Imagine that the vertical plane where the folds meet (fold depth, fold thickness) represents the fold mass necessary for the pitch A4 (440 Hertz or 440 vibrations per second. The pitch is arbitrarily picked for easy mathematics)! This means that every 1/440 of a second a puff of air will travel through that specific thickness, which requires exactly 1/440 of a second to open and close thereby allowing one puff of air to come through. The repetition of this process normally occurs 440 times a second for the pitch A4, whereby 440 waves traveling at the speed of sound strike the eardrum 440 times within a second, which is translated by the brain as said pitch. In fact it is the desire of the singer to produce that pitch that sets up the mechanism to produce it.
Under normal circumstances, the appropriate thickness would be set up appropriately to produce an even oscillation whereby adequate pressure is build up and released depending on the desired level of volume. It can be assumed that fold oscillation would be nearly 50/50 ratio between the open and close phase.
However, not all circumstances are normal. The singer desires not only pitch but also timbre (sound quality) which may be or may not be in keeping with the singer’s natural vocal function. This is where the pertinent information comes in: Imagine that the singer desires to sing that same pitch A440 but has a timbre in mind that sets up the folds at a different thickness, a thinner one to be exact. By the explanation above, a thinner production would cause an immediate rise in pitch because it would take the folds less time to open and close when the vertical dimension is shallower. However a singer can increase the close phase by pressing the folds together, thereby slowing down the release of air for each cycle. This then causes a great increase in sub-glottal pressure that would build up with each cycle since less air is released than the air that pressurizes beneath the folds. This pressure causes the larynx to climb. The resultant sound is strident and brittle, lacking in warmth (low partials) since the natural depth of the larynx would be compromised.

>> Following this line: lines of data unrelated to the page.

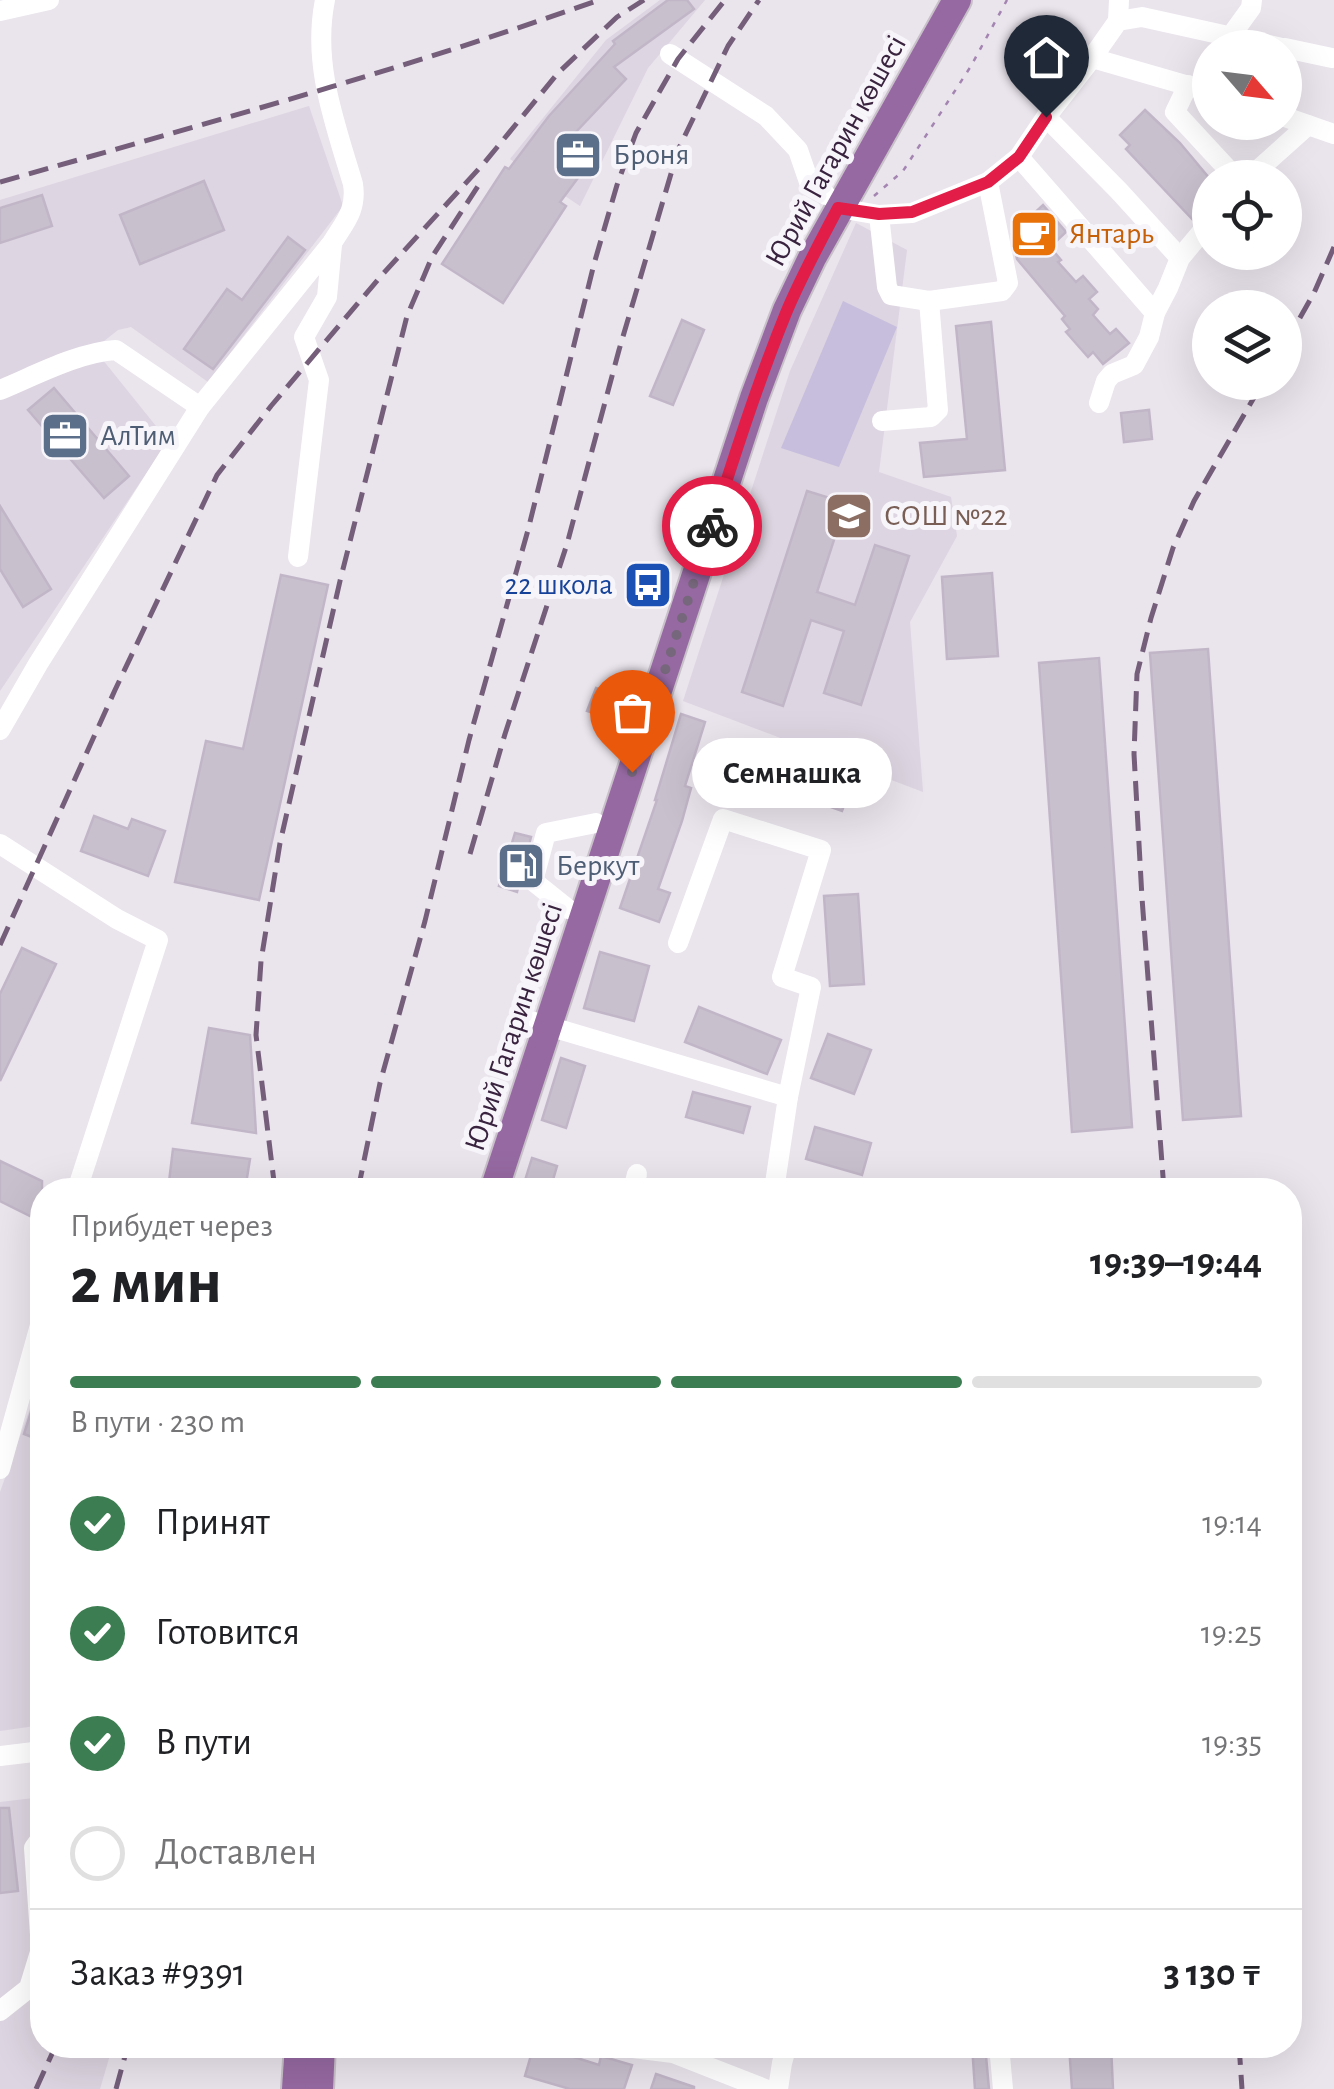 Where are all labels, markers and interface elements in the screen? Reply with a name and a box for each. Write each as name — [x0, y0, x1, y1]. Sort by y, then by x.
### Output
pin — [1004, 15, 1089, 118]
street label: Юрий Гагарин көшесі — [760, 30, 912, 272]
icon: home — [1019, 30, 1074, 85]
north arrow — [1192, 30, 1302, 140]
map controls — [1192, 30, 1302, 400]
office icon: Броня — [552, 129, 604, 181]
place label: Броня — [613, 140, 689, 170]
button: locate — [1192, 160, 1302, 270]
cafe icon: Янтарь — [1008, 208, 1060, 260]
place label: Янтарь — [1069, 219, 1154, 249]
button: layers — [1192, 290, 1302, 400]
office icon: АлТим — [39, 410, 91, 462]
place label: АлТим — [100, 421, 176, 451]
courier — [662, 476, 762, 576]
school or university icon: СОШ №22 — [823, 490, 875, 542]
icon: bike — [685, 499, 740, 554]
place label: СОШ №22 — [884, 501, 1007, 531]
bus stop icon: 22 школа — [622, 559, 674, 611]
place label: 22 школа — [505, 570, 613, 600]
pin — [590, 670, 675, 773]
icon: bag — [605, 685, 660, 740]
callout: Семнашка — [692, 737, 892, 807]
text: Семнашка — [723, 757, 861, 789]
fuel station icon: Беркут — [495, 840, 547, 892]
place label: Беркут — [556, 851, 639, 881]
street label: Юрий Гагарин көшесі — [460, 899, 568, 1155]
text: Прибудет через — [70, 1210, 273, 1242]
text: 19:39–19:44 — [1090, 1244, 1262, 1282]
text: 2 мин — [70, 1250, 222, 1315]
text: В пути · 230 m — [70, 1406, 245, 1438]
icon: check — [70, 1496, 125, 1551]
text: Принят — [155, 1504, 270, 1542]
text: 19:14 — [1202, 1507, 1262, 1539]
icon: check — [70, 1606, 125, 1661]
text: Готовится — [155, 1614, 300, 1652]
text: 19:25 — [1201, 1617, 1262, 1649]
icon: check — [70, 1716, 125, 1771]
text: В пути — [155, 1724, 252, 1762]
text: 19:35 — [1202, 1727, 1262, 1759]
text: Доставлен — [155, 1834, 317, 1872]
text: Заказ #9391 — [70, 1955, 246, 1993]
text: 3 130 ₸ — [1164, 1955, 1262, 1993]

I have found that the great majority of female singers that I hear is particularly prone to pressed voice in the middle range because of inadequate fold depth. This stems from a misunderstanding of the issues relating to the first passaggio between Eb4 to Gb4. There is an acoustic change in this area, which leads many ill-advised singers to change their mode of phonation, often attempting to access what they believe is head voice, when in fact they end up producing either a slightly breathy sound remedied by pressing the folds together or by a thinner production that must be pressed to maintain pitch level, as explained above.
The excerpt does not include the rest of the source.